##### EXTRACTED MATERIAL

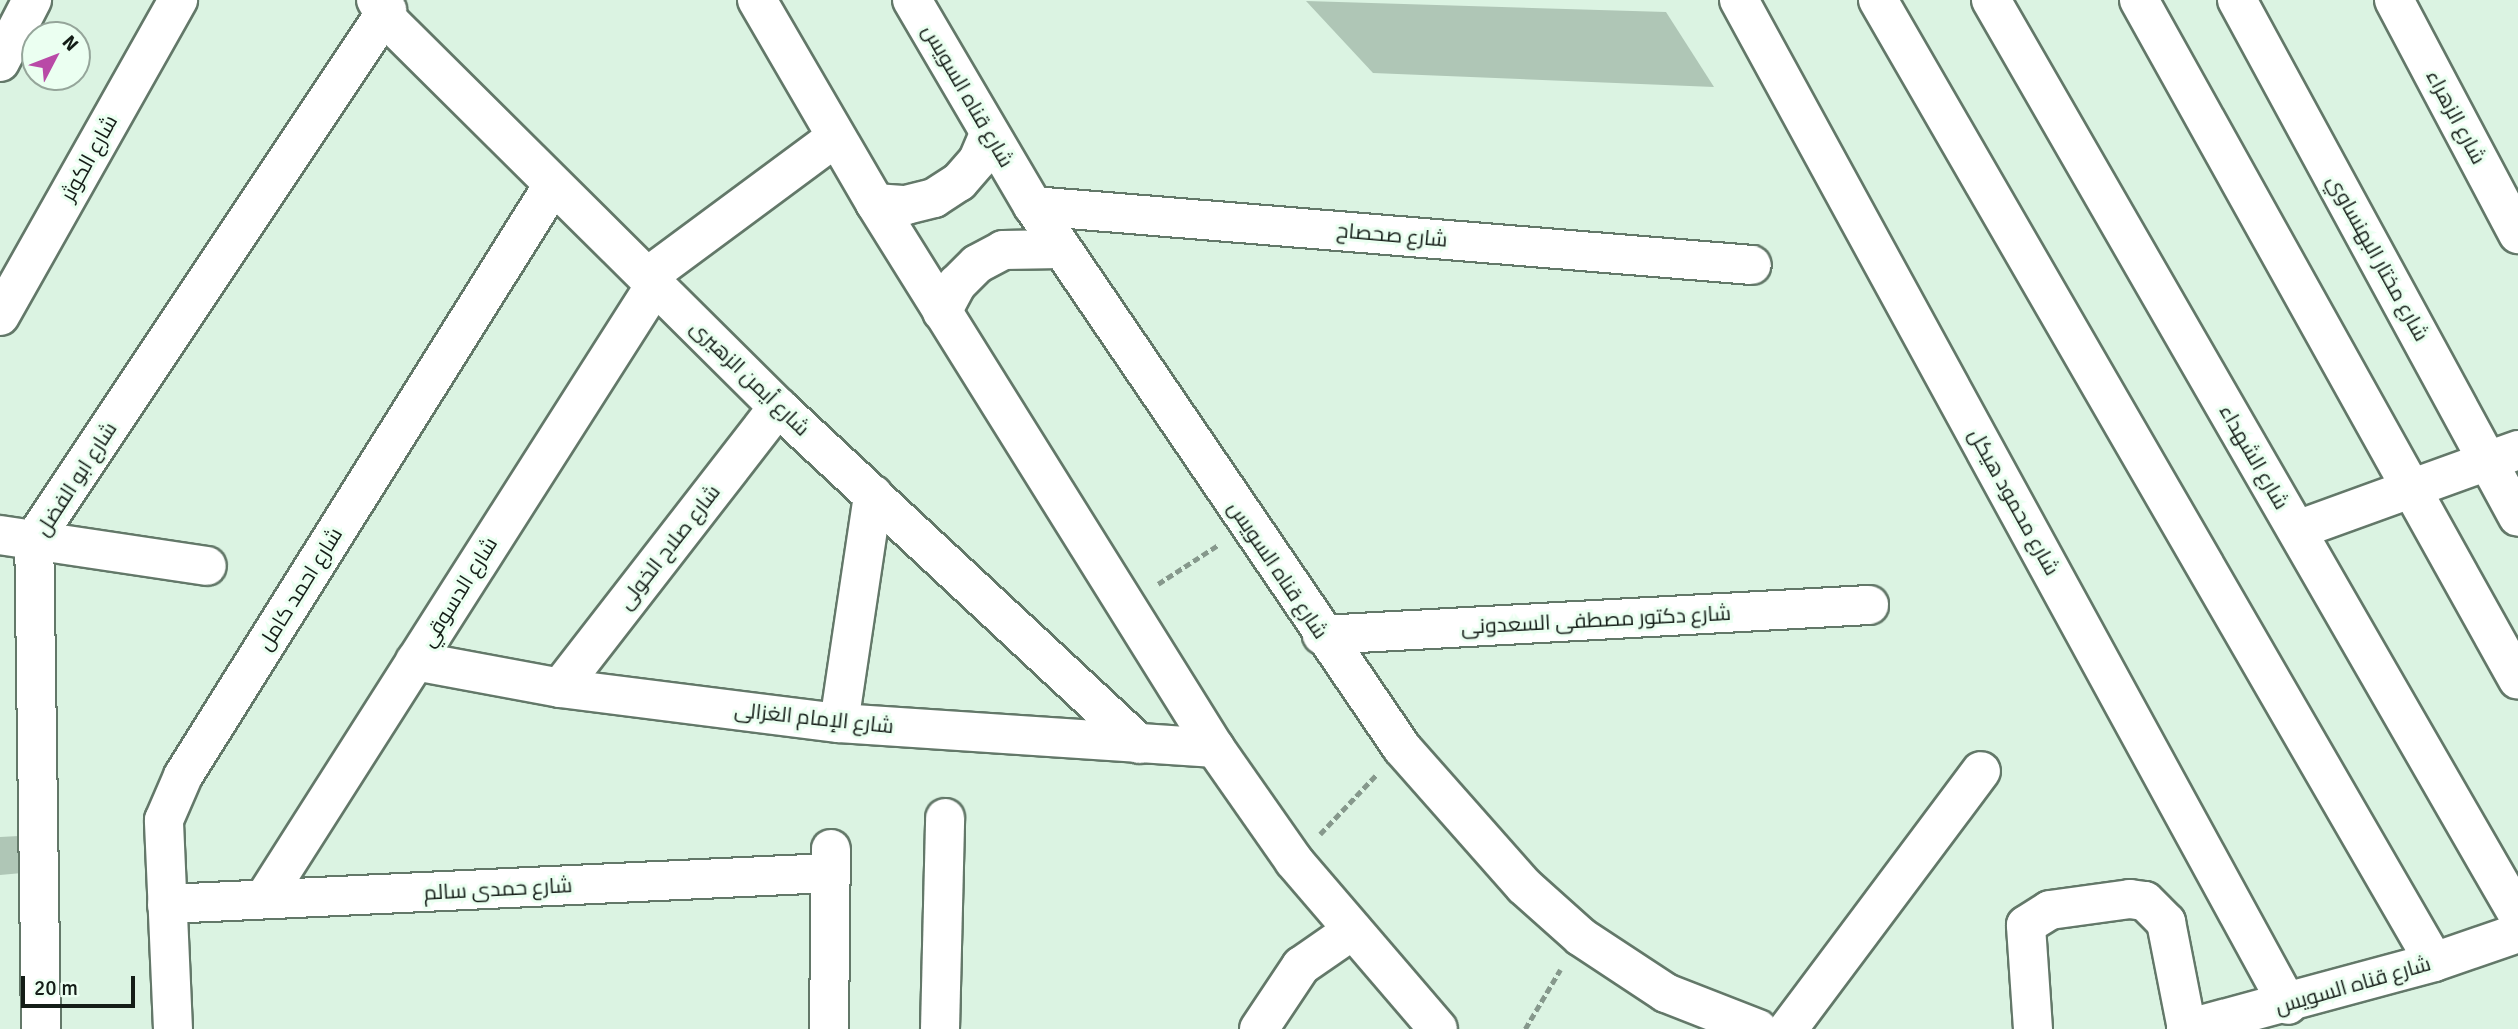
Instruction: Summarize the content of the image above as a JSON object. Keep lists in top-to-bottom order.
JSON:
{
  "streets": {
    "street": [
      "شارع قناه السويس",
      "شارع الزهراء",
      "شارع الكوثر",
      "شارع صحصاح",
      "شارع مختار البهنساوي",
      "شارع أيمن الزهيرى",
      "شارع الشهداء",
      "شارع ابو الفضل",
      "شارع محمود هيكل",
      "شارع صلاح الخولى",
      "شارع احمد كامل",
      "شارع الدسوقي",
      "شارع دكتور مصطفى السعدونى",
      "شارع الإمام الغزالى",
      "شارع حمدى سالم"
    ]
  },
  "crossings": [
    ["شارع قناه السويس", "شارع صحصاح"],
    ["شارع قناه السويس", "شارع محمود هيكل"],
    ["شارع قناه السويس", "شارع دكتور مصطفى السعدونى"],
    ["شارع أيمن الزهيرى", "شارع ابو الفضل"],
    ["شارع أيمن الزهيرى", "شارع صلاح الخولى"],
    ["شارع أيمن الزهيرى", "شارع احمد كامل"],
    ["شارع أيمن الزهيرى", "شارع الدسوقي"],
    ["شارع أيمن الزهيرى", "شارع الإمام الغزالى"],
    ["شارع صلاح الخولى", "شارع الإمام الغزالى"],
    ["شارع احمد كامل", "شارع حمدى سالم"],
    ["شارع الدسوقي", "شارع الإمام الغزالى"],
    ["شارع الدسوقي", "شارع حمدى سالم"]
  ],
  "scale_bar": "20 m",
  "north": "top right"
}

##########

A single number is needed: the count of lines in the records that contain "الزهيرى".

SOLVED PROBLEM => 6